It can be seen in Table 2 that the dataset ranges (Min-Max) in the G3-188 datasets are greater than in the other two datasets (G1-65 and G2-116). The values of AVG and STD in the G2-116 data category are higher than in the other two data groups (G1-65 and G3-188). The values of CV, for some parameters (H, U, U* and U/U*) in G2-116 and for some parameters (B, DL, B/H and DL/HU*) in G3-188 are high. SKW and KUT for most of the parameters (e.g. B, U*, B/H, U/U* and DL/HU*) in the G3-188 data group are greater than in the other two data groups (G1-65 and G2-116).
Frequency analysis
In order to provide an accurate interpretation of the data, the histograms of the ratios of B/H, U/U* and DL/HU* are shown in Figure 1(a)–1(c) for three datasets.
Frequency histogram of the datasets: (a) B/H; (b) U/U*; and (c) DL/HU*.

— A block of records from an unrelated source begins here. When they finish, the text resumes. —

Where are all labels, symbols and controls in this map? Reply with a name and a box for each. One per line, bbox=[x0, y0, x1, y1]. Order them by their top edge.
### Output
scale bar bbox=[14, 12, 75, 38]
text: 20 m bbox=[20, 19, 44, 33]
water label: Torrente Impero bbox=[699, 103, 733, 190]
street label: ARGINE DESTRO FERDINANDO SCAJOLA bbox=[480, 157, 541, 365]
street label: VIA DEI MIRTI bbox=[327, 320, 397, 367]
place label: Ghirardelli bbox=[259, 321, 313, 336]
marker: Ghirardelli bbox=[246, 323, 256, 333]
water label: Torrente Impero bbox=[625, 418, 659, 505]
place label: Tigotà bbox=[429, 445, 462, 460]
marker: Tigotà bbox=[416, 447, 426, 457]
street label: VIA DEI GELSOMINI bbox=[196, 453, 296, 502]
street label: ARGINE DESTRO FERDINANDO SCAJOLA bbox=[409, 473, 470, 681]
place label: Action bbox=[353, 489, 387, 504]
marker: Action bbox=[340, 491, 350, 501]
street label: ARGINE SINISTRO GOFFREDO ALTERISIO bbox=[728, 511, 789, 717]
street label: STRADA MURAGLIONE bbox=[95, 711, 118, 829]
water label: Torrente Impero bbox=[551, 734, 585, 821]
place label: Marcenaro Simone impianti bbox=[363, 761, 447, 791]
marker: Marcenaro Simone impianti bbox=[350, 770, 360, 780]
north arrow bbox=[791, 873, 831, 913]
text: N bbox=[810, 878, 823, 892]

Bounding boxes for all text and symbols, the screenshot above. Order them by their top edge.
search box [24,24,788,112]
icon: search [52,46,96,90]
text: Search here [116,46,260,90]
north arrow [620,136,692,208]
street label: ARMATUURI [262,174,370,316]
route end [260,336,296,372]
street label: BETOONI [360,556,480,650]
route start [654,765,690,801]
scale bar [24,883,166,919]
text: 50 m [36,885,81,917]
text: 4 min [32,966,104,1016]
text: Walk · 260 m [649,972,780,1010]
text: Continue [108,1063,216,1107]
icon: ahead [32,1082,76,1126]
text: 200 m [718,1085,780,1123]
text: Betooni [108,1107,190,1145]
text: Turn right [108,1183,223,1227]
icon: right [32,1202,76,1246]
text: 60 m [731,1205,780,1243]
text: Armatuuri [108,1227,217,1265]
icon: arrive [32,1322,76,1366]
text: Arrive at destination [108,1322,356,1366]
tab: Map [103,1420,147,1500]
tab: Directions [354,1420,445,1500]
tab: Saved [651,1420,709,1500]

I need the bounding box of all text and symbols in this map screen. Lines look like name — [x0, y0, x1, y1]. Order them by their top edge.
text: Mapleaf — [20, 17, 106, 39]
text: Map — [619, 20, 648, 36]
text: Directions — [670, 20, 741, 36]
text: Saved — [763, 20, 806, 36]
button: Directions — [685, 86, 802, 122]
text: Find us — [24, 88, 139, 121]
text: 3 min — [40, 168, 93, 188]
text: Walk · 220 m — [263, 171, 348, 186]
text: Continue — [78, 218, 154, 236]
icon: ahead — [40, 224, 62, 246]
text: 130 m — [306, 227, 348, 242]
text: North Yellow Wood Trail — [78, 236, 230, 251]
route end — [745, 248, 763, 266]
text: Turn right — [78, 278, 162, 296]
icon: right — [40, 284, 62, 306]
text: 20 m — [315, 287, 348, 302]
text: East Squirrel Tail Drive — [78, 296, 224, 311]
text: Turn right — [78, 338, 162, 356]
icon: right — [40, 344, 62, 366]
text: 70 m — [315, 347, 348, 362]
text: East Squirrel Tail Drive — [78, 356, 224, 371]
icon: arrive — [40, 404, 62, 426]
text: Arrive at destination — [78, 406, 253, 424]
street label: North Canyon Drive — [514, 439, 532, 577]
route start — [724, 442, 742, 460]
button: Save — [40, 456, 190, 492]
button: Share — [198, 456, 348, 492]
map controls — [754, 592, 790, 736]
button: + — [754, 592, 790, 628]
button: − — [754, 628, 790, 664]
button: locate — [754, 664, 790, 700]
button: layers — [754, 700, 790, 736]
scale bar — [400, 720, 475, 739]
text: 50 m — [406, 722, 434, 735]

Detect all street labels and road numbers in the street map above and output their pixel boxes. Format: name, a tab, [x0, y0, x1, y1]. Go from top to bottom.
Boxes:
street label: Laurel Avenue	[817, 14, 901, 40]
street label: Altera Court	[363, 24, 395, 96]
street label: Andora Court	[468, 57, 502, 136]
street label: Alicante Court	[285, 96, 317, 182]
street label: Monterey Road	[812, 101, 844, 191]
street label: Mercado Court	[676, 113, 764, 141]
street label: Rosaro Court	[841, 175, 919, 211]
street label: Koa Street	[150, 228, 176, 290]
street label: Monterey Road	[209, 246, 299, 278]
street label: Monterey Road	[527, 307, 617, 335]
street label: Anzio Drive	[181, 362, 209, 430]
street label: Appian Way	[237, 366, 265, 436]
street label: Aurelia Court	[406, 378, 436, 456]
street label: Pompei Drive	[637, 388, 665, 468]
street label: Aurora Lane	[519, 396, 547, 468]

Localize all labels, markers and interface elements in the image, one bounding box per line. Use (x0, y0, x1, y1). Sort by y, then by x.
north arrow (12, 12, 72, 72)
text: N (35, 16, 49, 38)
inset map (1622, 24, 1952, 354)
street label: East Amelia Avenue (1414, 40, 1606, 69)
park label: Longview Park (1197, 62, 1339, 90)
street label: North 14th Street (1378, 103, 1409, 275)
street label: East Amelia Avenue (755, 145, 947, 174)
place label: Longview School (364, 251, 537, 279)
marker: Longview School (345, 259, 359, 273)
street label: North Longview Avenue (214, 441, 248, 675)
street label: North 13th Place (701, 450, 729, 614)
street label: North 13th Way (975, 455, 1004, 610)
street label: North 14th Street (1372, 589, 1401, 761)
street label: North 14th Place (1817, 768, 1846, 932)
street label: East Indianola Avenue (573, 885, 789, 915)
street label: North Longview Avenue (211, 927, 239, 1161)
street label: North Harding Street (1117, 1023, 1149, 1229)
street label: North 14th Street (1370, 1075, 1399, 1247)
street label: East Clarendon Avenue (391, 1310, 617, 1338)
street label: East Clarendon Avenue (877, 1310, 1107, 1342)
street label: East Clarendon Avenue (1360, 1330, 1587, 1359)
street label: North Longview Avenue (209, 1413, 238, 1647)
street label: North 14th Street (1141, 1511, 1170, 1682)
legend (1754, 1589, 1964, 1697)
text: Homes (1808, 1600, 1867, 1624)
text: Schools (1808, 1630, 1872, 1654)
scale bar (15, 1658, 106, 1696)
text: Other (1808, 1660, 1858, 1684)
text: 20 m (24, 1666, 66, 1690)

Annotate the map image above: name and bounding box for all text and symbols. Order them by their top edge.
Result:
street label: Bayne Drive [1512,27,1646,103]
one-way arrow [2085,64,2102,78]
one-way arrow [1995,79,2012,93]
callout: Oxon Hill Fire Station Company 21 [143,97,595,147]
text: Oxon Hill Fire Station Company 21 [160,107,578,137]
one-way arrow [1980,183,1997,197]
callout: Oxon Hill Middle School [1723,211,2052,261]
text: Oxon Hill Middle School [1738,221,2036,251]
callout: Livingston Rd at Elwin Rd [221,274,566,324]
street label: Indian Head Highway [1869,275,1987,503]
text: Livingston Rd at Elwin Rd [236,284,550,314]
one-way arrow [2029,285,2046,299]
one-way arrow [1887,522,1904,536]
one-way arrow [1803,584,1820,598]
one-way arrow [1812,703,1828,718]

Figure 1 shows the variations of the frequency percentages for the ratios of B/H, U/U*, and DL/HU* for the studied datasets. As can be seen the values of B/H, U/U* and DL/HU* for about 30, 40, and 50% of the datasets are ranged between 30–50, 5–10 and 200–1000, respectively. About 70% of the collected dataset (Table 8) were used for training (choose randomly until the best training performance was obtained), while the remaining datasets (about 30% of the data) were used for testing the models.
Regression analysis
The relationships between the parameter DL/HU* versus B/H, U/ U* and Fr are investigated in G1-65, G2-116 and G3-188 data groups in Figure 2(a)–2(c), respectively. The value of the coefficient of determination (R2) for the relationships between DL/HU* and U/U* is 0.253 (Figure 2(a)), indicating maximum correlation among G1-65 data sets.
Relationship between DL/HU* vs. B/H, U/U* and Fr = U/√gH in (a) G1-65; (b) G2-116; and (c) G3-188 datasets.
Relationship between DL/HU* vs. B/H, U/U* and Fr = U/√gH in (a) G1-65; (b) G2-116; and (c) G3-188 datasets.
In addition, as can be seen in Figure 2(b), the maximum value of R2 (=0.351) in G2-116 datasets was observed between the parameters of DL/HU* and B/H. It should be mentioned that the relationship between DL/HU* and Fr in G1-65 datasets is very poor. In general, the relationships between DL/HU* and B/H, U/U* and Fr in all of the datasets are not strong and the methods that can estimate DL were accurately appropriate to any datasets.
Least square support vector machines (LS-SVM)
Support vector machines were first used for classification (Vapnik 1999); then, another version of SVMs was proposed by (Drucker et al. 1997). In this method, a concept known as structural risk minimization is used to minimize the error of the model, while other methods (such as ANN) use the principles of empirical risk minimization (Cristianini et al. 2000; Dibike et al. 2001). In general, the SVM is used in two or more group classification problems and regression analysis. In the SVM model, quadratic programming is used to solve the equations, making the problem complex and time-consuming (Seyedzadeh et al. 2019).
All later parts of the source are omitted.